Такое толкование один из собеседников Успенского называет «примитивно-точным». Ощутимый упрёк и верен, и нет. Разумеется, от частного разговора богословской глубины и полноты обсуждаемых проблем ожидать трудно, но в то же время нельзя не заметить, что говорящий «приземляет» своё толкование, приспосабливая его к злобе дня, к практике социалистического строительства. Именно это становится особенностью подхода к православным истинам в романе Можаева. Писатель осмысляет совершающиеся перемены, применяя к ним критерии человеческой мудрости, среди которых для него — и Евангелие, и идеи Вл.Соловьёва, равно как Маркса и Ленина.

Высказать своё понимание жизни автор поручает учителю Дмитрию Успенскому, суждение которого было сейчас приведено.

Успенский отвергает зависимость человека от «среды»; в идее прогресса разделяет стремление ко всеобщей сытости — и социальную справедливость, нравственное совершенство, отдавая предпочтение именно справедливости; утверждает, что и в новом социальном учении в основу положена неизбежная вера; видит в идее коммунизма, насаждаемого властью, опошление изначальных чистых и научно выверенных стремлений к социальному раю; в насаждаемом же равенстве усматривает торжество бабувизма и шигалёвщины, продолжение бесовщины Нечаева, Ткачёва и Бакунина; он указывает, что причины происходящего нужно искать не в социальных условиях, а в натуре человека, обуреваемой необузданными подчас страстями.

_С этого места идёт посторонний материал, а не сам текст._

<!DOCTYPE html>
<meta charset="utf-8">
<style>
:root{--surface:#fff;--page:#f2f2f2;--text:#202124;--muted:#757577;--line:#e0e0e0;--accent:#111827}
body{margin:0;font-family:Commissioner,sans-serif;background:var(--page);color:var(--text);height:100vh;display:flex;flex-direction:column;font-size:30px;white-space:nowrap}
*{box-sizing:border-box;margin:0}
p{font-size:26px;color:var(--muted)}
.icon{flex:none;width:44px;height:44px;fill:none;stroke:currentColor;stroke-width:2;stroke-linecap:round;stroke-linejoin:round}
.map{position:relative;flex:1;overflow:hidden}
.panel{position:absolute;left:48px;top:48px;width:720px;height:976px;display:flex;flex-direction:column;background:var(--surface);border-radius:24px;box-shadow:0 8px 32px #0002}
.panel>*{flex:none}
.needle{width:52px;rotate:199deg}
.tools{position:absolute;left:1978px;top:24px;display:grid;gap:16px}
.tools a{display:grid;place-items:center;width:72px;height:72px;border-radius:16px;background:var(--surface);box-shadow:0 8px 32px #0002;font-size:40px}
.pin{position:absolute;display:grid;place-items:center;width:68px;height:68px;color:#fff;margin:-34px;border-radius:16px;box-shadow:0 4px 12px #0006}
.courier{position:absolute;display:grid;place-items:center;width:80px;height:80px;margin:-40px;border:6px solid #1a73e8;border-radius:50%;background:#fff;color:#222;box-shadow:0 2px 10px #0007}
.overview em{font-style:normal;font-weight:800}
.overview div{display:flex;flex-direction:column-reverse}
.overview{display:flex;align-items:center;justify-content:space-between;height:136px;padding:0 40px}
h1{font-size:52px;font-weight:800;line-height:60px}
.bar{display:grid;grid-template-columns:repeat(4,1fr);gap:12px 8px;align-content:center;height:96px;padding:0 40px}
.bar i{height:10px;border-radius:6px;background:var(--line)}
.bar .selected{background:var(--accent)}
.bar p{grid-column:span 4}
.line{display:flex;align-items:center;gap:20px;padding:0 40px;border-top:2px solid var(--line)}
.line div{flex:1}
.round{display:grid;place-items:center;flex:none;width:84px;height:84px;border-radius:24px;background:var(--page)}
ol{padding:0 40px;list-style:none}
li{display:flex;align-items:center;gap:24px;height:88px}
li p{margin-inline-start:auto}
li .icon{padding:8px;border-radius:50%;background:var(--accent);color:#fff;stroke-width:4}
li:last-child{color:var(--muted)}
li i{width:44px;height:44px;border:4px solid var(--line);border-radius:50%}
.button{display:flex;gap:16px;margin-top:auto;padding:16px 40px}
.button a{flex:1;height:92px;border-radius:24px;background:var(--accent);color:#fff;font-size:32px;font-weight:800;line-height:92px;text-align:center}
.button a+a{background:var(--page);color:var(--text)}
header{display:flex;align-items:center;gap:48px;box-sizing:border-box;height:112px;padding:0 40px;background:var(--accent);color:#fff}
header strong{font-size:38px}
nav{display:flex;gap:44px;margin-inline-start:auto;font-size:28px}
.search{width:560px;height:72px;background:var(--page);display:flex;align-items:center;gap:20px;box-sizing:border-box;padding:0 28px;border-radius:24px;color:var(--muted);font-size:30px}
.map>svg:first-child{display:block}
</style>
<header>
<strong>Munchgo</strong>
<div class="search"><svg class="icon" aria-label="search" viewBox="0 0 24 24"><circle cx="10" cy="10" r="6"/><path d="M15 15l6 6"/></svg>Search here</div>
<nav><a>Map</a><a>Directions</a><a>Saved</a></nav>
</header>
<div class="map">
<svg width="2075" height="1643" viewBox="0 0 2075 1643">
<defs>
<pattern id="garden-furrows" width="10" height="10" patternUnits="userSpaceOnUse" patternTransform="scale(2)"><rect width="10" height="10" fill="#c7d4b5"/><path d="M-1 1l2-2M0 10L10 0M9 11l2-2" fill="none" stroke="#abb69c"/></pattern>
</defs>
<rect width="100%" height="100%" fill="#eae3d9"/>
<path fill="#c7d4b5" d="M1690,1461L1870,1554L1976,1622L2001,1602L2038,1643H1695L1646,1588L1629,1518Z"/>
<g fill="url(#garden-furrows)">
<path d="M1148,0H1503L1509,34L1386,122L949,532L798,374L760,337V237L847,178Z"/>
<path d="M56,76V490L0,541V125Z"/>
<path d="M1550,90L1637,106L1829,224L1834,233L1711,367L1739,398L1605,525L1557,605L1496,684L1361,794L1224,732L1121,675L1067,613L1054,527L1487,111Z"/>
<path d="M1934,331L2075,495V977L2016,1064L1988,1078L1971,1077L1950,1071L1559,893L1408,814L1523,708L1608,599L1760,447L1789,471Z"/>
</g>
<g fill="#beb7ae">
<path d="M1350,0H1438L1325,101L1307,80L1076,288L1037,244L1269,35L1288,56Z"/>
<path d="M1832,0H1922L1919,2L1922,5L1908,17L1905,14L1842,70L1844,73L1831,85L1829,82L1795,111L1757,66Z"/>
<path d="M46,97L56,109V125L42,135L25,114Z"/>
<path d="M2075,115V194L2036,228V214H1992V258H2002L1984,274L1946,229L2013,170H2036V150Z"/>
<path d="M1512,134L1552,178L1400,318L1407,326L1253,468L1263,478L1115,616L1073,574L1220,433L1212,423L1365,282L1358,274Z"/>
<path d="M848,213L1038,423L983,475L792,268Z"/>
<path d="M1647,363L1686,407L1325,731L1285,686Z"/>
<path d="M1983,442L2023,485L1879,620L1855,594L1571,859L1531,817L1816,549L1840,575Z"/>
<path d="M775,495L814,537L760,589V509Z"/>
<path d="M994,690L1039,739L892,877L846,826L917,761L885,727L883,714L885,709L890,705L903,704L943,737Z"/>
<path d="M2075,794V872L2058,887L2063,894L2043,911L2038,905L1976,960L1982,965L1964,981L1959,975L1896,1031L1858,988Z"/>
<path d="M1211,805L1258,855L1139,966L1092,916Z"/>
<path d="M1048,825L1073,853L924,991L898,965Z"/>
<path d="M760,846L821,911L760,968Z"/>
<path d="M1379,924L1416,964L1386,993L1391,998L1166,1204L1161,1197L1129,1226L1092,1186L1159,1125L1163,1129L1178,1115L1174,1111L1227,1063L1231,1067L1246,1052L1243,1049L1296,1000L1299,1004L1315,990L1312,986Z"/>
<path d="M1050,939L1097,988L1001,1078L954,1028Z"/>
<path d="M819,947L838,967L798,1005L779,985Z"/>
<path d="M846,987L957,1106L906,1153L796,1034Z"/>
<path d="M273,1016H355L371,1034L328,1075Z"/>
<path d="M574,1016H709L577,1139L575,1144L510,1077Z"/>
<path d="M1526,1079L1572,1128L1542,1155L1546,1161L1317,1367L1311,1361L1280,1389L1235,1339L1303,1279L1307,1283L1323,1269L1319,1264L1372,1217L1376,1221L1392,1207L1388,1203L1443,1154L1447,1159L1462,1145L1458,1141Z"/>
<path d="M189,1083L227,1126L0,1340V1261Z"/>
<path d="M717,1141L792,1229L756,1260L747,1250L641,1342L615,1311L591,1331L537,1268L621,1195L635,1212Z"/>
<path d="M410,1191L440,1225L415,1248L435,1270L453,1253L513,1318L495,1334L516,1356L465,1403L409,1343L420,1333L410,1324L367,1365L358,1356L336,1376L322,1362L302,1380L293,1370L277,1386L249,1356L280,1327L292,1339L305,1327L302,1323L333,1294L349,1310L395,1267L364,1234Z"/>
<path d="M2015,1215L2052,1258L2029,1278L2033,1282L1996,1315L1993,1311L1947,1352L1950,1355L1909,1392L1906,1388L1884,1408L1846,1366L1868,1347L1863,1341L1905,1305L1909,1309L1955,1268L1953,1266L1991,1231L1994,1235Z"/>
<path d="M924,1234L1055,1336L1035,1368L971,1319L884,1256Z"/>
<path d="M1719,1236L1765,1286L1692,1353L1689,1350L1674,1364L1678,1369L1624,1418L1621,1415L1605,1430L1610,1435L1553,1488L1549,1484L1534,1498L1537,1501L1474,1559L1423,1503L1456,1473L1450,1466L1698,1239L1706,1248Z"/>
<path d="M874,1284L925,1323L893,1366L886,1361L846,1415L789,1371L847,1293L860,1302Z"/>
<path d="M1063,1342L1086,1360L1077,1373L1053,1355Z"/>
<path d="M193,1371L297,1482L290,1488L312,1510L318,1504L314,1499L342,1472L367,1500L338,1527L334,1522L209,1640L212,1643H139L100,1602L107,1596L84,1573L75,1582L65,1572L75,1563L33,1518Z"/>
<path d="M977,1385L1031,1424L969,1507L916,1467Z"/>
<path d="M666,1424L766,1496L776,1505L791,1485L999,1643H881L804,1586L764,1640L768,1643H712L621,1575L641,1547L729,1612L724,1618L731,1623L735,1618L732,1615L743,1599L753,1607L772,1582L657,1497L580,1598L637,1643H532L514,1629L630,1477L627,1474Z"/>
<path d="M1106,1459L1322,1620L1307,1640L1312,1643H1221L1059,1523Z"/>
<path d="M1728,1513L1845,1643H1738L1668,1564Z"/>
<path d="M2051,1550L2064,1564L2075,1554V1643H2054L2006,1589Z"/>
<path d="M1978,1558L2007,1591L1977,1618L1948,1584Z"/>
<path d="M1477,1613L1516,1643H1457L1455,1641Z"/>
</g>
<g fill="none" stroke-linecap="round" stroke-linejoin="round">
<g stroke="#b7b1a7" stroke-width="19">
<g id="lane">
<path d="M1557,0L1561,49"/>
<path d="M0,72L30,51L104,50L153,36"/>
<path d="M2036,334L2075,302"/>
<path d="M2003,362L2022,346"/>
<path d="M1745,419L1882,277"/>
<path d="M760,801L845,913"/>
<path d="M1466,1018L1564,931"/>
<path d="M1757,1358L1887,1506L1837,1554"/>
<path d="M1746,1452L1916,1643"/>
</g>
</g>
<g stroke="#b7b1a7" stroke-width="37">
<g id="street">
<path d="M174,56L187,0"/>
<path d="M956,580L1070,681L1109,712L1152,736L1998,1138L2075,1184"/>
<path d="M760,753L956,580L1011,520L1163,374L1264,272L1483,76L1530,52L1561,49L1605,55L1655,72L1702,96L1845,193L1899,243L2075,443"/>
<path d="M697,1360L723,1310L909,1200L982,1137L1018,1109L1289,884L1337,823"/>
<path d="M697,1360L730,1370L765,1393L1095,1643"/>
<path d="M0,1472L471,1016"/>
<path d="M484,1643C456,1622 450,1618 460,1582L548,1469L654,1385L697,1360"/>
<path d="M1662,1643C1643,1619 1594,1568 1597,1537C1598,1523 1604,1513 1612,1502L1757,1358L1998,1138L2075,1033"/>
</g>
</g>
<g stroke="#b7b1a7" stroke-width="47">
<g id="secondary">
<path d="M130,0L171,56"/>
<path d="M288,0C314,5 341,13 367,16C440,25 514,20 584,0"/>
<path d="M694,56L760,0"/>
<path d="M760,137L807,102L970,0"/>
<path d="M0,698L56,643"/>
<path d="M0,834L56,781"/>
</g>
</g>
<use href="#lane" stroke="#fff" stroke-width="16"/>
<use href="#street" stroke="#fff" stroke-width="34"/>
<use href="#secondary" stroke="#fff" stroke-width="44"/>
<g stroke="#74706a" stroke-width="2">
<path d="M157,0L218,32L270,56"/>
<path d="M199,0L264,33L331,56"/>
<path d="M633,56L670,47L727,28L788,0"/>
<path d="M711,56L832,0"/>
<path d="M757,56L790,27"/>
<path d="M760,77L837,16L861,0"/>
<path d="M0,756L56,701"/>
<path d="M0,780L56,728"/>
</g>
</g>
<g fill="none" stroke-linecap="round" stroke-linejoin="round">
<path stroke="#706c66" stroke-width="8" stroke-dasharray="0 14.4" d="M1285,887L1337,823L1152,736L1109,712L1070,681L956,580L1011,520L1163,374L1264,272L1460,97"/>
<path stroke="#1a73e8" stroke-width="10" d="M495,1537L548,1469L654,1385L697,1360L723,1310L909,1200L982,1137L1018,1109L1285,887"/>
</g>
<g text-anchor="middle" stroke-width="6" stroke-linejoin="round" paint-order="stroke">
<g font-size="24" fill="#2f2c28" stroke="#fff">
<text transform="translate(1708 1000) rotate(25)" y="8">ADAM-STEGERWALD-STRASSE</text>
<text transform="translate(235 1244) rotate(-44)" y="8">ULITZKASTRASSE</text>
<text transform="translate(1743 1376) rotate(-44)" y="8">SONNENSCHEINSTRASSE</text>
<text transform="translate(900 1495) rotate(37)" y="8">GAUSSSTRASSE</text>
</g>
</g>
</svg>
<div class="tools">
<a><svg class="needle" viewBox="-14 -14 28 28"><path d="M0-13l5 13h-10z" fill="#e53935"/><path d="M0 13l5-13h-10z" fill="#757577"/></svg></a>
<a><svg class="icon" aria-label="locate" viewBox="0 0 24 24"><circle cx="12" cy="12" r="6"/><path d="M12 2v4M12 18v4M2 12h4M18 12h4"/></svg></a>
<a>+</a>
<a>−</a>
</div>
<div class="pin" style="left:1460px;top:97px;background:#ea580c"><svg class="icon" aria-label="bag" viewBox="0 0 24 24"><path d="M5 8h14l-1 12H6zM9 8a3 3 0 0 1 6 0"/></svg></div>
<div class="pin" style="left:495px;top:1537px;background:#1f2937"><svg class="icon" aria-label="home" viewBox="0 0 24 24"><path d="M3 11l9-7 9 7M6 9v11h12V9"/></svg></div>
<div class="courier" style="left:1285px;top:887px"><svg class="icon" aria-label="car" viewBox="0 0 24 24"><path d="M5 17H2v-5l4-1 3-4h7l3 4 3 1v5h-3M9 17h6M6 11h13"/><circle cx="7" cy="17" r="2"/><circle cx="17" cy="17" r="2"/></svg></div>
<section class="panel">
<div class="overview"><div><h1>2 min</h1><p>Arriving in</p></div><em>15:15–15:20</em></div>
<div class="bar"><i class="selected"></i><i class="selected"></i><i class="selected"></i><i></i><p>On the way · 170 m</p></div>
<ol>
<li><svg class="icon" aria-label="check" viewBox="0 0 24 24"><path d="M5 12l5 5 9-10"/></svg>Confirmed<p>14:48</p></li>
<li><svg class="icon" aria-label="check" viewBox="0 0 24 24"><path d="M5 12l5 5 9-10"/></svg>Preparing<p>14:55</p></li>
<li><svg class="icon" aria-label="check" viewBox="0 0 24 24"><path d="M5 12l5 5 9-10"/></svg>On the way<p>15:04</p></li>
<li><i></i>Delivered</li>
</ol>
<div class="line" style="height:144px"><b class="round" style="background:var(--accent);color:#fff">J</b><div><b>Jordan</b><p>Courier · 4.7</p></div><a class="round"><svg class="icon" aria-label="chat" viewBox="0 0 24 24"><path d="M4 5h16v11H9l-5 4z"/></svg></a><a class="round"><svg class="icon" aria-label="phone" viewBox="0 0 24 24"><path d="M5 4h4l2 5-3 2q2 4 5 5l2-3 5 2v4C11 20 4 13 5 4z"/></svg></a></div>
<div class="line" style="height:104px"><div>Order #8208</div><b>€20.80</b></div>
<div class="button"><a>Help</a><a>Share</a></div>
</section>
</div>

Всё это в основном верно. Но: Успенский же обличает новую советскую бюрократию, опираясь на высказывания Ленина; в погроме культуры и Церкви, в пренебрежении устоями народной жизни — видит отступление от марксизма.

« — …Что толку в этих словах про общее благо, если сами эти ораторы ни в грош ни ставили и не ставят уклад народной жизни? …Не только народу от них тошно — друг друга изничтожают…

— Так в чём же причина? — спросил опять Герасимов.

— Всё в том же… Эта их гордыня непогрешимости… Сатанинская гордыня! И свои изречения объявили единственным источником истины! Всё остальное подлежит истреблению огнём и мечом! Вы посмотрите, что делают с церквами! А как громили поместья, библиотеки, монастыри — эти средневековые академии! Как уничтожают колокола, иконы, картины продают, сбывают древние предметы культа, рукописи, настенную живопись скалывают или замазывают. Как изгоняют священников, профессоров. И это марксизм? И это проповедовал доктор Маркс? Где же? От таких марксистов он открещивался, как от чумы» (4,306–307).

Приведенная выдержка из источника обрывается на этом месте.